Dataset content »

Start of Block

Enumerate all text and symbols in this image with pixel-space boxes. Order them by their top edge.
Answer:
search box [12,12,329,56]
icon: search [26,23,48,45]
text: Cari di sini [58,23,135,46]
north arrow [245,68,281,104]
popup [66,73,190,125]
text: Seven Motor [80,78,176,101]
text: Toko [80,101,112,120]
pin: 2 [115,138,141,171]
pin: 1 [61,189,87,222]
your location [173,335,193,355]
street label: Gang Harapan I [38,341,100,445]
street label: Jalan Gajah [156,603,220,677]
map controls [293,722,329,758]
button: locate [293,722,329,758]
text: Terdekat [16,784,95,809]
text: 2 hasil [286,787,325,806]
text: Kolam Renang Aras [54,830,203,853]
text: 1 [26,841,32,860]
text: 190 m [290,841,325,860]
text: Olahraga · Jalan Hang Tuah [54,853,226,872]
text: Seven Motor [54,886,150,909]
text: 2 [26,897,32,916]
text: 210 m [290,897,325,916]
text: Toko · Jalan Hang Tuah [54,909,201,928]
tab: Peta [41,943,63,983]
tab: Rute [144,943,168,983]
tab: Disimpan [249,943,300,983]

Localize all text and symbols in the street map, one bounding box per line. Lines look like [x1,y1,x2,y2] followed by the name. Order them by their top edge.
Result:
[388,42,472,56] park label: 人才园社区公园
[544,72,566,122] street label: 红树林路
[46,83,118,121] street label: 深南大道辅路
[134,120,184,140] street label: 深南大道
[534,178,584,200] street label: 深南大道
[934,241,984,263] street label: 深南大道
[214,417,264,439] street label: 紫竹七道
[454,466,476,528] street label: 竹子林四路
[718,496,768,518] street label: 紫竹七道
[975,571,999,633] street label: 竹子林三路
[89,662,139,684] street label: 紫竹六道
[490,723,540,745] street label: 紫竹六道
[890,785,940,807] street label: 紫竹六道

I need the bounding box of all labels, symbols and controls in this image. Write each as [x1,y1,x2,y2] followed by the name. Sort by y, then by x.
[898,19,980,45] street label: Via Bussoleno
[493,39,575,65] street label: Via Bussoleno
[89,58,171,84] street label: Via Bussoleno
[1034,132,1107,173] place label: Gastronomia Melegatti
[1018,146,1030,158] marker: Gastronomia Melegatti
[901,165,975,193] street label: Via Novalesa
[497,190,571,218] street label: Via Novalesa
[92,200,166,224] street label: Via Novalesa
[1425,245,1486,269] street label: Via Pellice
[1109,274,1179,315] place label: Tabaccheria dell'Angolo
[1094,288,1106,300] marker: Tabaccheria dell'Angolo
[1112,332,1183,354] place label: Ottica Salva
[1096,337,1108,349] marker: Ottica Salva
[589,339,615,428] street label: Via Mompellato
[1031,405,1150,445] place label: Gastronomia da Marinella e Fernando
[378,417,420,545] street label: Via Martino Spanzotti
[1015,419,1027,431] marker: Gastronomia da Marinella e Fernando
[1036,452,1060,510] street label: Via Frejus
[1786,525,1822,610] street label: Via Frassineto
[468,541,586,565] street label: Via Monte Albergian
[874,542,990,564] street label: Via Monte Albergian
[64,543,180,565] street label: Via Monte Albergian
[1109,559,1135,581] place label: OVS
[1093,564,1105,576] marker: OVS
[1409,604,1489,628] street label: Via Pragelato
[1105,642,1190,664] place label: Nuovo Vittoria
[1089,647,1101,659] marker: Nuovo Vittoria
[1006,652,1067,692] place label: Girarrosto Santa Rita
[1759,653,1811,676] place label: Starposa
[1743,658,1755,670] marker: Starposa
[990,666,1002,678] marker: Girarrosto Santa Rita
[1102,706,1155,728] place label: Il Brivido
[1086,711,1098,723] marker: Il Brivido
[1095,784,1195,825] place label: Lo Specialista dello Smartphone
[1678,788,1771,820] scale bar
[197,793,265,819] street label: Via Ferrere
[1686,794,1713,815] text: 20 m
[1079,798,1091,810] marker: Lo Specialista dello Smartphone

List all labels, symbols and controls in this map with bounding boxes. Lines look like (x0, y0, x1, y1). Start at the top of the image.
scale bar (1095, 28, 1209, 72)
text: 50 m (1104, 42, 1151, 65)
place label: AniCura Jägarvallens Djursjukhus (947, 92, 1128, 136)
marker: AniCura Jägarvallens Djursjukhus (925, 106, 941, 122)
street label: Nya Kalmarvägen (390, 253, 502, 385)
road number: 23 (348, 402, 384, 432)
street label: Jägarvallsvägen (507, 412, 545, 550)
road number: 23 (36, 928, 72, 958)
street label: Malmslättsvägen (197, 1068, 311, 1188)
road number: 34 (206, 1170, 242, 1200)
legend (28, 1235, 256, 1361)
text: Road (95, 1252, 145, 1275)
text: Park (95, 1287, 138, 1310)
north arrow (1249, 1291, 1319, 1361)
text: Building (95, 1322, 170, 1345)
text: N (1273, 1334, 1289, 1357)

End of Block

Problem statement » Repeat the listing in full, keeping every line exactly as it is.

Response to the task »
Enumerate all text and symbols in this image with pixel-space boxes. Order them by their top edge.
Answer:
search box [12,12,329,56]
icon: search [26,23,48,45]
text: Cari di sini [58,23,135,46]
north arrow [245,68,281,104]
popup [66,73,190,125]
text: Seven Motor [80,78,176,101]
text: Toko [80,101,112,120]
pin: 2 [115,138,141,171]
pin: 1 [61,189,87,222]
your location [173,335,193,355]
street label: Gang Harapan I [38,341,100,445]
street label: Jalan Gajah [156,603,220,677]
map controls [293,722,329,758]
button: locate [293,722,329,758]
text: Terdekat [16,784,95,809]
text: 2 hasil [286,787,325,806]
text: Kolam Renang Aras [54,830,203,853]
text: 1 [26,841,32,860]
text: 190 m [290,841,325,860]
text: Olahraga · Jalan Hang Tuah [54,853,226,872]
text: Seven Motor [54,886,150,909]
text: 2 [26,897,32,916]
text: 210 m [290,897,325,916]
text: Toko · Jalan Hang Tuah [54,909,201,928]
tab: Peta [41,943,63,983]
tab: Rute [144,943,168,983]
tab: Disimpan [249,943,300,983]

Localize all text and symbols in the street map, one bounding box per line. Lines look like [x1,y1,x2,y2] followed by the name. Order them by their top edge.
Result:
[388,42,472,56] park label: 人才园社区公园
[544,72,566,122] street label: 红树林路
[46,83,118,121] street label: 深南大道辅路
[134,120,184,140] street label: 深南大道
[534,178,584,200] street label: 深南大道
[934,241,984,263] street label: 深南大道
[214,417,264,439] street label: 紫竹七道
[454,466,476,528] street label: 竹子林四路
[718,496,768,518] street label: 紫竹七道
[975,571,999,633] street label: 竹子林三路
[89,662,139,684] street label: 紫竹六道
[490,723,540,745] street label: 紫竹六道
[890,785,940,807] street label: 紫竹六道

I need the bounding box of all labels, symbols and controls in this image. Write each as [x1,y1,x2,y2] followed by the name. Sort by y, then by x.
[898,19,980,45] street label: Via Bussoleno
[493,39,575,65] street label: Via Bussoleno
[89,58,171,84] street label: Via Bussoleno
[1034,132,1107,173] place label: Gastronomia Melegatti
[1018,146,1030,158] marker: Gastronomia Melegatti
[901,165,975,193] street label: Via Novalesa
[497,190,571,218] street label: Via Novalesa
[92,200,166,224] street label: Via Novalesa
[1425,245,1486,269] street label: Via Pellice
[1109,274,1179,315] place label: Tabaccheria dell'Angolo
[1094,288,1106,300] marker: Tabaccheria dell'Angolo
[1112,332,1183,354] place label: Ottica Salva
[1096,337,1108,349] marker: Ottica Salva
[589,339,615,428] street label: Via Mompellato
[1031,405,1150,445] place label: Gastronomia da Marinella e Fernando
[378,417,420,545] street label: Via Martino Spanzotti
[1015,419,1027,431] marker: Gastronomia da Marinella e Fernando
[1036,452,1060,510] street label: Via Frejus
[1786,525,1822,610] street label: Via Frassineto
[468,541,586,565] street label: Via Monte Albergian
[874,542,990,564] street label: Via Monte Albergian
[64,543,180,565] street label: Via Monte Albergian
[1109,559,1135,581] place label: OVS
[1093,564,1105,576] marker: OVS
[1409,604,1489,628] street label: Via Pragelato
[1105,642,1190,664] place label: Nuovo Vittoria
[1089,647,1101,659] marker: Nuovo Vittoria
[1006,652,1067,692] place label: Girarrosto Santa Rita
[1759,653,1811,676] place label: Starposa
[1743,658,1755,670] marker: Starposa
[990,666,1002,678] marker: Girarrosto Santa Rita
[1102,706,1155,728] place label: Il Brivido
[1086,711,1098,723] marker: Il Brivido
[1095,784,1195,825] place label: Lo Specialista dello Smartphone
[1678,788,1771,820] scale bar
[197,793,265,819] street label: Via Ferrere
[1686,794,1713,815] text: 20 m
[1079,798,1091,810] marker: Lo Specialista dello Smartphone

List all labels, symbols and controls in this map with bounding boxes. Lines look like (x0, y0, x1, y1). Start at the top of the image.
scale bar (1095, 28, 1209, 72)
text: 50 m (1104, 42, 1151, 65)
place label: AniCura Jägarvallens Djursjukhus (947, 92, 1128, 136)
marker: AniCura Jägarvallens Djursjukhus (925, 106, 941, 122)
street label: Nya Kalmarvägen (390, 253, 502, 385)
road number: 23 (348, 402, 384, 432)
street label: Jägarvallsvägen (507, 412, 545, 550)
road number: 23 (36, 928, 72, 958)
street label: Malmslättsvägen (197, 1068, 311, 1188)
road number: 34 (206, 1170, 242, 1200)
legend (28, 1235, 256, 1361)
text: Road (95, 1252, 145, 1275)
text: Park (95, 1287, 138, 1310)
north arrow (1249, 1291, 1319, 1361)
text: Building (95, 1322, 170, 1345)
text: N (1273, 1334, 1289, 1357)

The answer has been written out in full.